-------- DATA

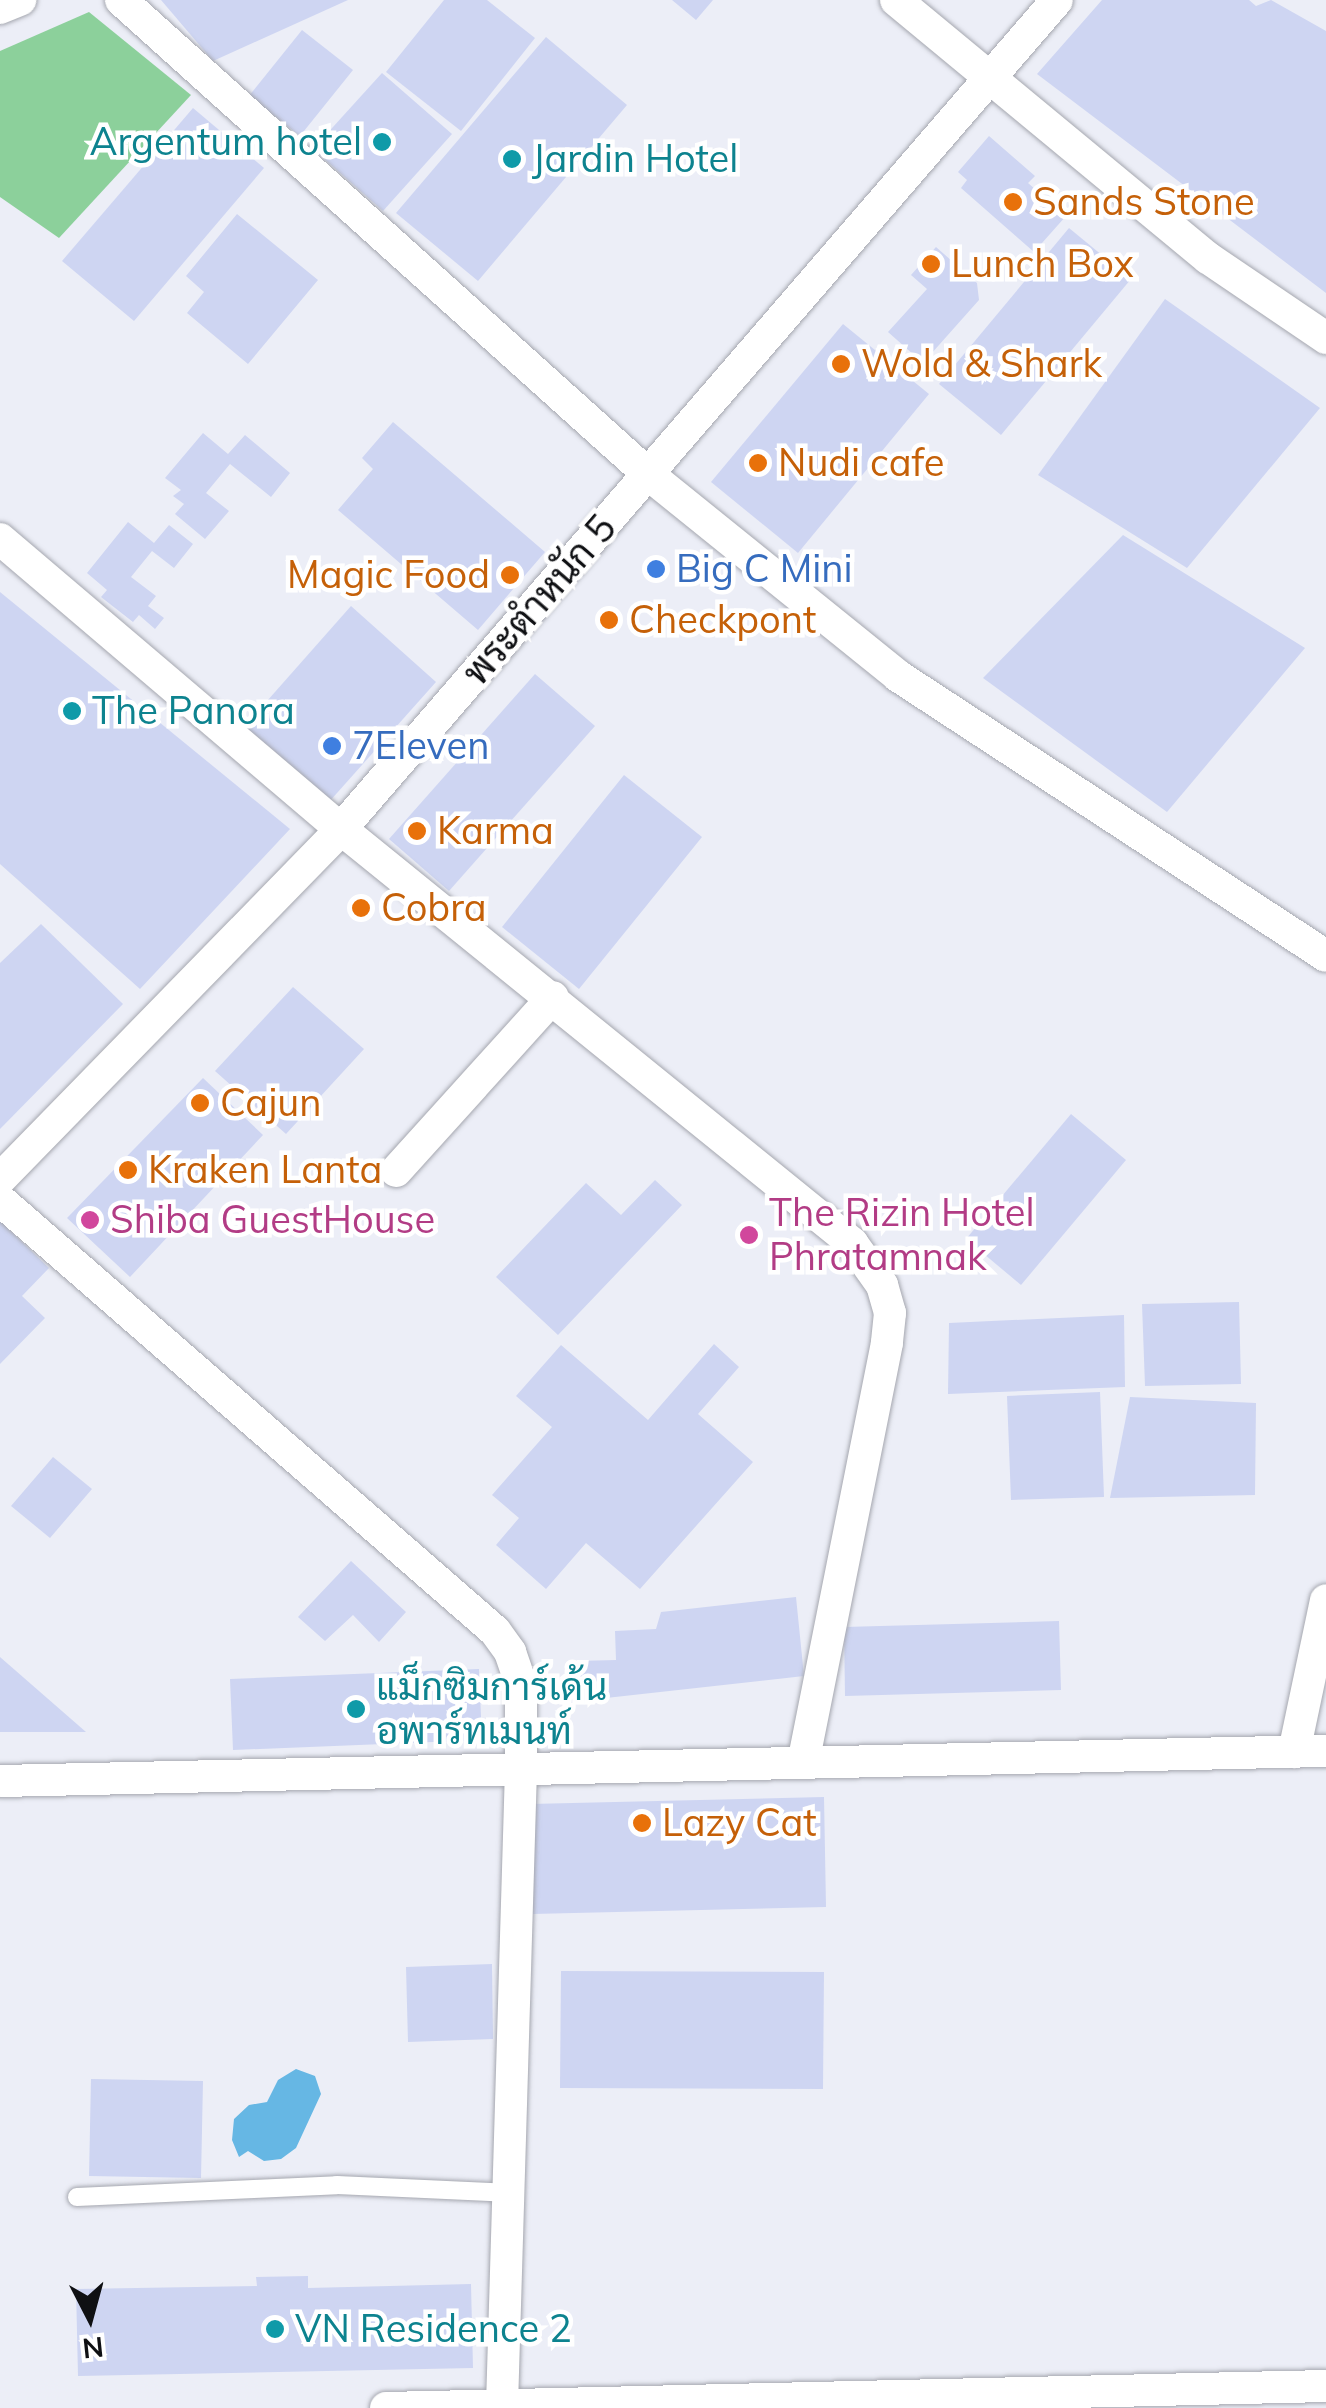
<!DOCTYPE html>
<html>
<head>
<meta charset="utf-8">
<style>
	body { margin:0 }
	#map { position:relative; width:1326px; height:2408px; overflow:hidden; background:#eceef7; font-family:Mulish,Sarabun,sans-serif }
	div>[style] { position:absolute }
	.forest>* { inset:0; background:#8cd09b }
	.water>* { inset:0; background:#66b7e4 }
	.building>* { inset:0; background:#ced5f2 }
	.roads { filter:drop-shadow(0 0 2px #a5a7af) drop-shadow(0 0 2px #a5a7af) }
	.service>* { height:18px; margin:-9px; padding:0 9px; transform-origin:9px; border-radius:9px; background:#fff }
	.minor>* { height:32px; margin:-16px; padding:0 16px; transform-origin:16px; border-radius:16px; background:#fff }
	.dots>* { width:28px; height:28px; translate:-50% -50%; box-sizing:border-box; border:5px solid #fff; border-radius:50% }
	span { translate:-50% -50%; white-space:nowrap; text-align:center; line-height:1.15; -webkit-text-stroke:9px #fff; paint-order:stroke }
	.culture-label { font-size:38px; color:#0d838f }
	.right { translate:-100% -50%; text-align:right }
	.left { translate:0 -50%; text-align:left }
	.food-label { font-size:38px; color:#c56008 }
	.shop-label { font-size:38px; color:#366cbe }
	.street-label { font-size:38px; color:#0f1013 }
	.hotel-label { font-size:38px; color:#b23c85 }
	.north { position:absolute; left:40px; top:2268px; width:100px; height:100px; -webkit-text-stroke:8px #fff; paint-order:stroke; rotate:174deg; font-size:28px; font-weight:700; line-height:40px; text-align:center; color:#0f1013 }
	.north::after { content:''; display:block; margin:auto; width:35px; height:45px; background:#0f1013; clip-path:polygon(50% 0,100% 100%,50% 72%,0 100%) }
</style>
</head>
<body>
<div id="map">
	<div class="forest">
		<div style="clip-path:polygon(89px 12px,191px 95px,59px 238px,0 197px,0 51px)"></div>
	</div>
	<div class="water">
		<div style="clip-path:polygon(296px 2069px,315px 2076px,321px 2094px,296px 2148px,281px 2159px,264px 2161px,248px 2151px,239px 2157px,232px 2140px,234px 2119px,249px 2105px,267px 2102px,278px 2080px)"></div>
	</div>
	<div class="building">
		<div style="clip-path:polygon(161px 0,348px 0,213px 61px)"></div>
		<div style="clip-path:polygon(444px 0,487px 0,535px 38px,461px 131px,386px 72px)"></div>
		<div style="clip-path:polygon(672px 0,713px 0,696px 20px)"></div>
		<div style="clip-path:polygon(1102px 0,1249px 0,1256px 6px,1271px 0,1326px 31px,1326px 293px,1037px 74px)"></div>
		<div style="clip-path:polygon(302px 30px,353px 70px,300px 136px,249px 96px)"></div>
		<div style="clip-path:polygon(546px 37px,627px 105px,478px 281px,396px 213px)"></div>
		<div style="clip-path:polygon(382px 73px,452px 134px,383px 211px,313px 149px)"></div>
		<div style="clip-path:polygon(193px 108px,264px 168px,134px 321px,62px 261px)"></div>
		<div style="clip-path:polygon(989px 136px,1035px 176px,1028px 183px,1066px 216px,1034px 252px,961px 188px,967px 180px,958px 172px)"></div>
		<div style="clip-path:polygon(237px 214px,318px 280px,248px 364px,187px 313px,204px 292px,186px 276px)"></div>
		<div style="clip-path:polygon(1069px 228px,1131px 279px,1001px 435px,939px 384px)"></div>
		<div style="clip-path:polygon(936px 247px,977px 283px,979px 300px,923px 363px,888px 332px,927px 289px,911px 275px)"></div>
		<div style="clip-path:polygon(1165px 299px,1320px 408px,1187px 568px,1038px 475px)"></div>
		<div style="clip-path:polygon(843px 324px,929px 394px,798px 553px,711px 482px)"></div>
		<div style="clip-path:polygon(393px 422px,545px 552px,478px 630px,338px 510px,373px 469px,362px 458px)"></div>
		<div style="clip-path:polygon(203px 433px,228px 454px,245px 435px,290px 473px,271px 497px,230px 464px,206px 493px,229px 511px,205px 539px,175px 514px,184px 504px,173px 496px,181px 490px,165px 478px)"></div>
		<div style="clip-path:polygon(128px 522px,154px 543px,169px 525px,193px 544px,174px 568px,152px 551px,131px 577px,156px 596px,148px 606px,164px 618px,155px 629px,139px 615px,133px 622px,101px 597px,107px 590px,87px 573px)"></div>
		<div style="clip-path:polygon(1123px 535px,1305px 648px,1167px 812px,983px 678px)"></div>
		<div style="clip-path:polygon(0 592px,290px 829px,140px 989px,0 864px)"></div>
		<div style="clip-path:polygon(351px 606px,436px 682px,329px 802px,244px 727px)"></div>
		<div style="clip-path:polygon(535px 674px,595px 726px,449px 891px,389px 839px)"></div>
		<div style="clip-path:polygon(624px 775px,702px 837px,579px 989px,502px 927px)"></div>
		<div style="clip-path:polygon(41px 924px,123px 1004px,0 1129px,0 963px)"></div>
		<div style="clip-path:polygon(293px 987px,364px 1049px,286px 1134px,215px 1071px)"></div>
		<div style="clip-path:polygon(203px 1078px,263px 1135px,130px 1277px,67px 1218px)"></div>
		<div style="clip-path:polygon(1071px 1114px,1126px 1160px,1021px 1285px,966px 1239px)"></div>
		<div style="clip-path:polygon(655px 1180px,682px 1205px,558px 1335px,496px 1277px,586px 1183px,621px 1215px)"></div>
		<div style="clip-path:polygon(0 1221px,49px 1268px,22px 1296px,45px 1318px,0 1364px)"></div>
		<div style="clip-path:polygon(1239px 1302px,1241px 1384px,1145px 1386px,1142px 1304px)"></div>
		<div style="clip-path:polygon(1124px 1315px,1125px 1387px,948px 1394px,949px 1323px)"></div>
		<div style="clip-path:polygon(714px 1344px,739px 1367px,698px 1414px,753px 1462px,640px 1589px,586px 1543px,546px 1589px,496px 1545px,519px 1518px,492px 1495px,552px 1427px,516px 1396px,561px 1345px,648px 1420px)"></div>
		<div style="clip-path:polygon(1100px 1392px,1104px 1497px,1011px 1500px,1007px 1396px)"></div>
		<div style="clip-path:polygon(1130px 1397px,1256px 1403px,1255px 1495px,1110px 1498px)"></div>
		<div style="clip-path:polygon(53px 1457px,92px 1489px,50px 1538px,11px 1506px)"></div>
		<div style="clip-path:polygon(351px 1561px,406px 1612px,379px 1642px,353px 1615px,325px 1641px,298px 1617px)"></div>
		<div style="clip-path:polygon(796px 1597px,804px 1676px,579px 1701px,577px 1661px,616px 1660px,615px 1631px,656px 1629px,661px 1612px)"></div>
		<div style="clip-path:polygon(1059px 1621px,1061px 1690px,845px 1696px,844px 1627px)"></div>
		<div style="clip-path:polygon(0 1657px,86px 1732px,0 1732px)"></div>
		<div style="clip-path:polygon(479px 1669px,482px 1740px,233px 1750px,230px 1679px)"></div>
		<div style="clip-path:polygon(824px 1797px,826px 1907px,532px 1914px,530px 1804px)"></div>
		<div style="clip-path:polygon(492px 1964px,493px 2039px,408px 2042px,406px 1967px)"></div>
		<div style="clip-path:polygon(561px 1971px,824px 1972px,823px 2089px,560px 2088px)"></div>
		<div style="clip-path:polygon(91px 2079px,203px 2081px,201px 2178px,89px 2176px)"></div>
		<div style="clip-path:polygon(308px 2276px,308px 2288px,471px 2284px,473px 2368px,78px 2376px,76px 2289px,257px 2286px,256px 2277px)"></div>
	</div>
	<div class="roads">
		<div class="service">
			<div style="left:77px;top:2197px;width:260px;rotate:-2.6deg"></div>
			<div style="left:337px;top:2185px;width:175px;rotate:2.6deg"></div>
		</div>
		<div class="minor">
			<div style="left:121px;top:0;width:709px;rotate:41.97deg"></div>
			<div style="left:648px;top:474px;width:321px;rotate:38.9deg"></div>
			<div style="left:898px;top:676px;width:511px;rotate:33.19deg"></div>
			<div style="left:896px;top:0;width:405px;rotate:39.6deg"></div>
			<div style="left:1208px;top:258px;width:143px;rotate:34.1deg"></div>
			<div style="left:0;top:8px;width:22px;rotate:-22deg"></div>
			<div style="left:0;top:539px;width:448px;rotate:40.4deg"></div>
			<div style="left:341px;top:829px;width:658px;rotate:39.01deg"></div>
			<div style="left:852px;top:1243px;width:52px;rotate:54.5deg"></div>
			<div style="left:882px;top:1285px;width:29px;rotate:74deg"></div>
			<div style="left:890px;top:1313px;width:30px;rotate:96deg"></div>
			<div style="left:887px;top:1343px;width:428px;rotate:101.3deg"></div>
			<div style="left:396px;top:1171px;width:234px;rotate:-47.9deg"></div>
			<div style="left:0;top:1179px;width:489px;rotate:-45.7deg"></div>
			<div style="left:341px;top:829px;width:1095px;rotate:-49.18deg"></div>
			<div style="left:0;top:1200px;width:656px;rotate:41.05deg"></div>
			<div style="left:495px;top:1631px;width:26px;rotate:54deg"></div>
			<div style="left:510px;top:1652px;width:34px;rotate:71deg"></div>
			<div style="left:521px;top:1684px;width:85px;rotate:90deg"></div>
			<div style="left:521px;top:1769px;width:635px;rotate:91.71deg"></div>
			<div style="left:1294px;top:1752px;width:155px;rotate:-78.1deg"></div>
			<div style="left:0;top:1781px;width:1326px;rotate:-1.3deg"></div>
			<div style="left:386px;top:2408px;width:940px;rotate:-1.34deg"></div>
		</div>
	</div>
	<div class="dots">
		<div style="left:382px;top:142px;background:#0f9aa8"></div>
		<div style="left:512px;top:159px;background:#0f9aa8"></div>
		<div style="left:1013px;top:202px;background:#e8710a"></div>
		<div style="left:931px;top:264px;background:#e8710a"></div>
		<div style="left:841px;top:364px;background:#e8710a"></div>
		<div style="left:758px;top:463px;background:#e8710a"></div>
		<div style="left:656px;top:569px;background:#3f7fe0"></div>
		<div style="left:510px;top:575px;background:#e8710a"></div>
		<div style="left:609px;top:620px;background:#e8710a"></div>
		<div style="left:72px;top:711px;background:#0f9aa8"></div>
		<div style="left:332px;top:746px;background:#3f7fe0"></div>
		<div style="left:417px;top:831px;background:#e8710a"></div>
		<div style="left:361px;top:908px;background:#e8710a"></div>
		<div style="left:200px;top:1103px;background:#e8710a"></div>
		<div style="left:128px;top:1170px;background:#e8710a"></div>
		<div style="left:90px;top:1220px;background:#d1479c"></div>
		<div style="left:749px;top:1235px;background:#d1479c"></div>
		<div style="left:356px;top:1709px;background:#0f9aa8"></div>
		<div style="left:642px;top:1823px;background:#e8710a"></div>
		<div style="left:275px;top:2329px;background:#0f9aa8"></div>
	</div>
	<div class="culture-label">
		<span class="right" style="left:362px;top:142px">Argentum hotel</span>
		<span class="left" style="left:532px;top:159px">Jardin Hotel</span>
		<span class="left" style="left:92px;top:711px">The Panora</span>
		<span class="left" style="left:376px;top:1709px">แม็กซิมการ์เด้น<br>อพาร์ทเมนท์</span>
		<span class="left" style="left:295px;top:2329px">VN Residence 2</span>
	</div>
	<div class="food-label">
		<span class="left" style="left:1033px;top:202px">Sands Stone</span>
		<span class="left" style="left:951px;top:264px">Lunch Box</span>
		<span class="left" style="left:861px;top:364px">Wold &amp; Shark</span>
		<span class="left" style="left:778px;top:463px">Nudi cafe</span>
		<span class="right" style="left:490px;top:575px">Magic Food</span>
		<span class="left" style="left:629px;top:620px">Checkpont</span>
		<span class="left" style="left:437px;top:831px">Karma</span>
		<span class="left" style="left:381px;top:908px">Cobra</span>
		<span class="left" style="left:220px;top:1103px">Cajun</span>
		<span class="left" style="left:148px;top:1170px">Kraken Lanta</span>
		<span class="left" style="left:662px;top:1823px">Lazy Cat</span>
	</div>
	<div class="shop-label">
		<span class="left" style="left:676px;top:569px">Big C Mini</span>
		<span class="left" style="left:352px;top:746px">7Eleven</span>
	</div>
	<div class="street-label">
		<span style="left:539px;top:600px;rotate:-49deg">พระตำหนัก 5</span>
	</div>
	<div class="hotel-label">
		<span class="left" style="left:769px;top:1235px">The Rizin Hotel<br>Phratamnak</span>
		<span class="left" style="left:110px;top:1220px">Shiba GuestHouse</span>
	</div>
	<div class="north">N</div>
</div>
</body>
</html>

----------------

## WHAT THE TASK ASKS:
What lines in the listing above contain the word "service"? Show each one.

## RESPONSE BOX:
	.service>* { height:18px; margin:-9px; padding:0 9px; transform-origin:9px; border-radius:9px; background:#fff }
		<div class="service">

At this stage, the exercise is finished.